PROBLEM DESCRIPTION: Set down the lines below exactly as they stand, please. Go from the first through the one containing "display:flex; align-items:center; gap:10px;".
++++++++++++++++++++
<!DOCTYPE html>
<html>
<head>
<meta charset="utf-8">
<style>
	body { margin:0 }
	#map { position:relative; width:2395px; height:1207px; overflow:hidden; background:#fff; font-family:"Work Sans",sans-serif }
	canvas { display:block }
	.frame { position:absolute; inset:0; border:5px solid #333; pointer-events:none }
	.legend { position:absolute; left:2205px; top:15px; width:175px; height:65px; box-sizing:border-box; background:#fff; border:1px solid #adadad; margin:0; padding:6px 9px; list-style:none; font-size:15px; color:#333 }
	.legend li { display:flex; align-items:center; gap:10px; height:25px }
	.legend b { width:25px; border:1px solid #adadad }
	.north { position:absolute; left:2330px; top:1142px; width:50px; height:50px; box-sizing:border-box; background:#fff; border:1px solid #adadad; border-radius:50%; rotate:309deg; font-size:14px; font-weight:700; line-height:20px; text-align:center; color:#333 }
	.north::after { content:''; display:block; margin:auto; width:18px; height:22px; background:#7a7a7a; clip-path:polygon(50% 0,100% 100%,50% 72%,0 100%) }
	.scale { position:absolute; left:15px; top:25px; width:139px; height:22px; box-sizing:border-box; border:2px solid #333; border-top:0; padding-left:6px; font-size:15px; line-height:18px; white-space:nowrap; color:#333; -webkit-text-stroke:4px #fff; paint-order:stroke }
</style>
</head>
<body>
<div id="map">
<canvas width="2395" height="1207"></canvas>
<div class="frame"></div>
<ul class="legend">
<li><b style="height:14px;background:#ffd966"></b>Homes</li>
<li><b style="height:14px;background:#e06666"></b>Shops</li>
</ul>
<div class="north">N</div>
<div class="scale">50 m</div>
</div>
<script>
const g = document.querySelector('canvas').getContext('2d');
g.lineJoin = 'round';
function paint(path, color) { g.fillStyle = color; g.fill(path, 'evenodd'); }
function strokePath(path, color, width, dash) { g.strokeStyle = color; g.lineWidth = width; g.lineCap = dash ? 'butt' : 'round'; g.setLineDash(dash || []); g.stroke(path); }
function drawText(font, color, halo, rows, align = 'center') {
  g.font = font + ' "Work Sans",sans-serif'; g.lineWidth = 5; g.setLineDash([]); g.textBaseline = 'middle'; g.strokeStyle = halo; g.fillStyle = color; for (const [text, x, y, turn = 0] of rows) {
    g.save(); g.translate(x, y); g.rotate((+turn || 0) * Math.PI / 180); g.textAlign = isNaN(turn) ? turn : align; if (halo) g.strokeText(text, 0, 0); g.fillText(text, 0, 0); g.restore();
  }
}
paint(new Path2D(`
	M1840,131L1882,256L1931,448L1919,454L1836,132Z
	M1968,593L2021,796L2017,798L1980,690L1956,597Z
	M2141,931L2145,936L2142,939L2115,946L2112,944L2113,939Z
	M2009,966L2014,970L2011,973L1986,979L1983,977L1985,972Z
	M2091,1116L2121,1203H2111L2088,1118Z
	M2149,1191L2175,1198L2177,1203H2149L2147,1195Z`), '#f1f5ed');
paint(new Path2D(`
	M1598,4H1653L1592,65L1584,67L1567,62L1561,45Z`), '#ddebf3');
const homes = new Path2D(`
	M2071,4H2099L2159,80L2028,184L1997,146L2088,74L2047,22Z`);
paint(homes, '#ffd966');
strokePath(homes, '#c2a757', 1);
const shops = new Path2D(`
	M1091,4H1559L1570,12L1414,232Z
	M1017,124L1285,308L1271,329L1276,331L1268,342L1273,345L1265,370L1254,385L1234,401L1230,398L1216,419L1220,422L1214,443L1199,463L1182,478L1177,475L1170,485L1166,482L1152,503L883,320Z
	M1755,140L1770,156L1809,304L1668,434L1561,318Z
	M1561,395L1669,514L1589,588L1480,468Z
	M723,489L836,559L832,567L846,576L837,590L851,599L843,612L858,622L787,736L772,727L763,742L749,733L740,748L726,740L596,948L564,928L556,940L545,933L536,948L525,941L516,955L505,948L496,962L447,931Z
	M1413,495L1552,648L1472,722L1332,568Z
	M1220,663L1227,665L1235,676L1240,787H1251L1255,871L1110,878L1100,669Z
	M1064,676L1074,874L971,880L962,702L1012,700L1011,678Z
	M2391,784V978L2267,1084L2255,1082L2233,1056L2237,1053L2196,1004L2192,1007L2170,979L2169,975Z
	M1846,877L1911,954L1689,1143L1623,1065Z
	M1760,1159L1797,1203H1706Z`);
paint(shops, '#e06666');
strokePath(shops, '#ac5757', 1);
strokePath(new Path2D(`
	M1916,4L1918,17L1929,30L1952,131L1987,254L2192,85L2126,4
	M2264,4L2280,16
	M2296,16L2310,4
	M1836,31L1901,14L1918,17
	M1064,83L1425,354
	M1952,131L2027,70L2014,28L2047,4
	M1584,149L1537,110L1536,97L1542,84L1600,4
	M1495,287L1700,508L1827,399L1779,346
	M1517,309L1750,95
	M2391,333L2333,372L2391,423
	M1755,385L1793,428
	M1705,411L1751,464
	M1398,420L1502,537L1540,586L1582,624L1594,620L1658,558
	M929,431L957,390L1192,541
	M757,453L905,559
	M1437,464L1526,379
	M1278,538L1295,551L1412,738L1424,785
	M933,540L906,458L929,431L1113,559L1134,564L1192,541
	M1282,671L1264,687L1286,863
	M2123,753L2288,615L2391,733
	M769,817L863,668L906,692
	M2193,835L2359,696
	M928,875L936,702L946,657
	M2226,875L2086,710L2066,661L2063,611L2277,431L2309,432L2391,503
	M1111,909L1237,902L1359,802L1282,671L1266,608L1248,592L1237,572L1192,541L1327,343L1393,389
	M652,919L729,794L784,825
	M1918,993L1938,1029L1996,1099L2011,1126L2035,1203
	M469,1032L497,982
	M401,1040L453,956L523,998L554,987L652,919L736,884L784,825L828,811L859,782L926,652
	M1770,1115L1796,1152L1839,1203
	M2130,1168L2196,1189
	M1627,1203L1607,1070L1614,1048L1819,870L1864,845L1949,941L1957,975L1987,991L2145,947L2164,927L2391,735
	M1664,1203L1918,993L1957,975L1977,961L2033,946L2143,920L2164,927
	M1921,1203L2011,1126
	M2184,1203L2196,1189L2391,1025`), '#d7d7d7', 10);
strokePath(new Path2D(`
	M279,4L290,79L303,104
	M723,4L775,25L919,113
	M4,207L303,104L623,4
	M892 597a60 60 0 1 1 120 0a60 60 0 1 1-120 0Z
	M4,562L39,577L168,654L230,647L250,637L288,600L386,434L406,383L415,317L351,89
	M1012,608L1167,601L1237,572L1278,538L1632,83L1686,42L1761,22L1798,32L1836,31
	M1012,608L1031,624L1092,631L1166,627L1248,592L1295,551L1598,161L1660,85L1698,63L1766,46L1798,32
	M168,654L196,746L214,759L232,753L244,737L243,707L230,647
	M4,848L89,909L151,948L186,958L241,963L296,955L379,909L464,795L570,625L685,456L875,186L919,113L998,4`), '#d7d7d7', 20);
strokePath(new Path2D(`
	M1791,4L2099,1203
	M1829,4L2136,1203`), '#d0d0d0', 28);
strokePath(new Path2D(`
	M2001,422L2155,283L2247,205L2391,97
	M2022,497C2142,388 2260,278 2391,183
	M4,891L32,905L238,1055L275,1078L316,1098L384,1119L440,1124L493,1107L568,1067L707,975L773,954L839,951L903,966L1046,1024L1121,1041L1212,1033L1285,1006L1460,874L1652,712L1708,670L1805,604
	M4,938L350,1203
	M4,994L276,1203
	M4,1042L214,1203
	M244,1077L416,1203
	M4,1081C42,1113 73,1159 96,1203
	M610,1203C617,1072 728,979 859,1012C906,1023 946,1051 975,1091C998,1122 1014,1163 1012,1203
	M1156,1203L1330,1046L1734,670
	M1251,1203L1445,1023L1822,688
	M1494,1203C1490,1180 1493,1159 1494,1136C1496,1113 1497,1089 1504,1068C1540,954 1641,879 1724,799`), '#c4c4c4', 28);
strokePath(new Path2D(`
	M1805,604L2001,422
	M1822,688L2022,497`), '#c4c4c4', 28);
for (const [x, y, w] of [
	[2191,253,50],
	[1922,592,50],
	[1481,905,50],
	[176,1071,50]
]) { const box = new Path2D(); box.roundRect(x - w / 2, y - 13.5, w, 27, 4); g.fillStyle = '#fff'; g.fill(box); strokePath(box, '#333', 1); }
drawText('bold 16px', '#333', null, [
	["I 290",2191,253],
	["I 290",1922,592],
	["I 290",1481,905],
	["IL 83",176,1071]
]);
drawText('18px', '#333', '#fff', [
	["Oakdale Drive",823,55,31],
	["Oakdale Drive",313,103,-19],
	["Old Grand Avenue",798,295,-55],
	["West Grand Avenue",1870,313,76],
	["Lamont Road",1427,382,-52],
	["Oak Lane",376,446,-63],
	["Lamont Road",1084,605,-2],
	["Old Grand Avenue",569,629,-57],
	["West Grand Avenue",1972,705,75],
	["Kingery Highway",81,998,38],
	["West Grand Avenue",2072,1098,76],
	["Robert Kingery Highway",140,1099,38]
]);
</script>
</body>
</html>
++++++++++++++++++++
COMPLETED EXERCISE:
<!DOCTYPE html>
<html>
<head>
<meta charset="utf-8">
<style>
	body { margin:0 }
	#map { position:relative; width:2395px; height:1207px; overflow:hidden; background:#fff; font-family:"Work Sans",sans-serif }
	canvas { display:block }
	.frame { position:absolute; inset:0; border:5px solid #333; pointer-events:none }
	.legend { position:absolute; left:2205px; top:15px; width:175px; height:65px; box-sizing:border-box; background:#fff; border:1px solid #adadad; margin:0; padding:6px 9px; list-style:none; font-size:15px; color:#333 }
	.legend li { display:flex; align-items:center; gap:10px; height:25px }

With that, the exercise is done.